Not going against the conclusion but R1b-V88 is pretty uncommon in the Maghreb today (R1b-M269 is actually more common), so it's not a clear connection (E-M81 might have replaced a lot of the y-dna diversity early on) . In Subsaharan Africa, Fulanis too (high European LP + substantial Berber-like ancestry) don't have R1b-V88 (except in Sudan and near Chadic-speakers in Cameroon).
Anyway, another interesting point is NW Africa has higher frequencies of the European LP allele than neighbouring Italy, Sardinia and Southeastern Europe.

supernord said...

"Axles are hard to make and the Kurgan/Andronovo/Sintashta cultures do not seem to have the sufficiently high culture of craftmanship to be able to produce it themselves."

LOL: LOL: LOL: LOL:

What level of ignorance need to roll to write this?

Jijnasu said...

@supernord
While I don't agree with everything Nirjhar says. Your arguments are ridiculous. No serious scholar considers the Amu Darya to be the saraswati. There is very little doubt that the saraswati of the 'later' rig Vedic period and the following later Vedic period is the ghaggar-hakra system. That the Saraswati flowed in the kuru country was known well into classical times. The present day ghaggar has an upstream tributary called the Sarasuti. It is only the identity of the saraswati mentioned in early books of the rig Veda that is doubted. The Helmand river (the Haraxvaiti) of the avesta being suggested as an alternative. To anyone with any knowledge of the Vedic tradition it is clear that it was centred on what is now Haryana and western UP with its horizons extending upto what is now KP in Pakistan

Also archaeological evidence of an invasion is limited (Though this does not really rule out a migration) Also Rig Vedic people knew of both burial and cremation

Jijnasu said...

@Nirjhar
What is the chronology of the Vedic texts that you assume in your IVC = IA hypothesis

supernord said...

@Jijnasu Your arguments are ridiculous.

Sarasvati name is the usual name of the river. Sarasvati rivers were many. It is a regular transfer of the names of rivers, well known to all. Sarasvati is in Afghanistan Haraxvati, Greek Arachosia, and even Araх is Sarasvati, Volga river in the Avesta also was called Arax sometimes.

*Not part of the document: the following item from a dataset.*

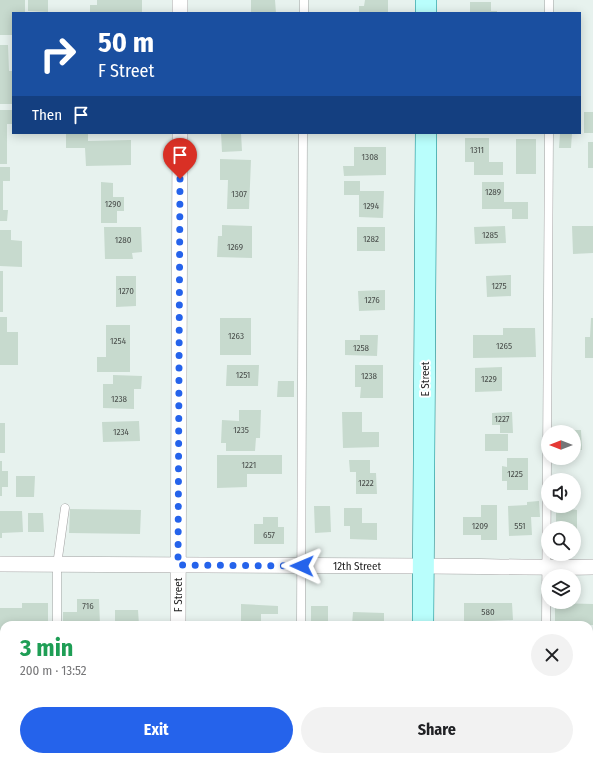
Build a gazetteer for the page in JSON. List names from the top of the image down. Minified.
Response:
{"streets":{"street":["E Street","12th Street","F Street"]},"crossings":[["E Street","12th Street"],["12th Street","F Street"]],"house_numbers":["1311","1308","1289","1307","1290","1294","1285","1282","1280","1269","1275","1270","1276","1263","1254","1265","1258","1251","1238","1229","1238","1227","1235","1234","1221","1225","1222","1209","551","657","716","580"],"north":"left","page":{"turn":["50 m","F Street"],"then":"Then","heading":["3 min","200 m · 13:52"],"buttons":["Exit","Share"]}}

Vedic Sarasvati dried up in the desert, this is important. An Indus river is not in desert.

I wrote Uzboy and not the Amu Darya, but Amu Darya in Avesta is called Vakhsh, that is name of Avestan goddess Sarasvati.

The drying of the Uzboy there is a geographical fact, so no connection with Harappa not needed - they have nothing to prove and argument to support this hypothesis are not.

Matt said...

@Nirjhar: The consensus does seem to be that these cities were mostly abandoned. It seems more likely that surely there was a massive reduction in population, at least in this region, from this 3 million peak, if you have large migrations to the east and the cities are mostly abandoned.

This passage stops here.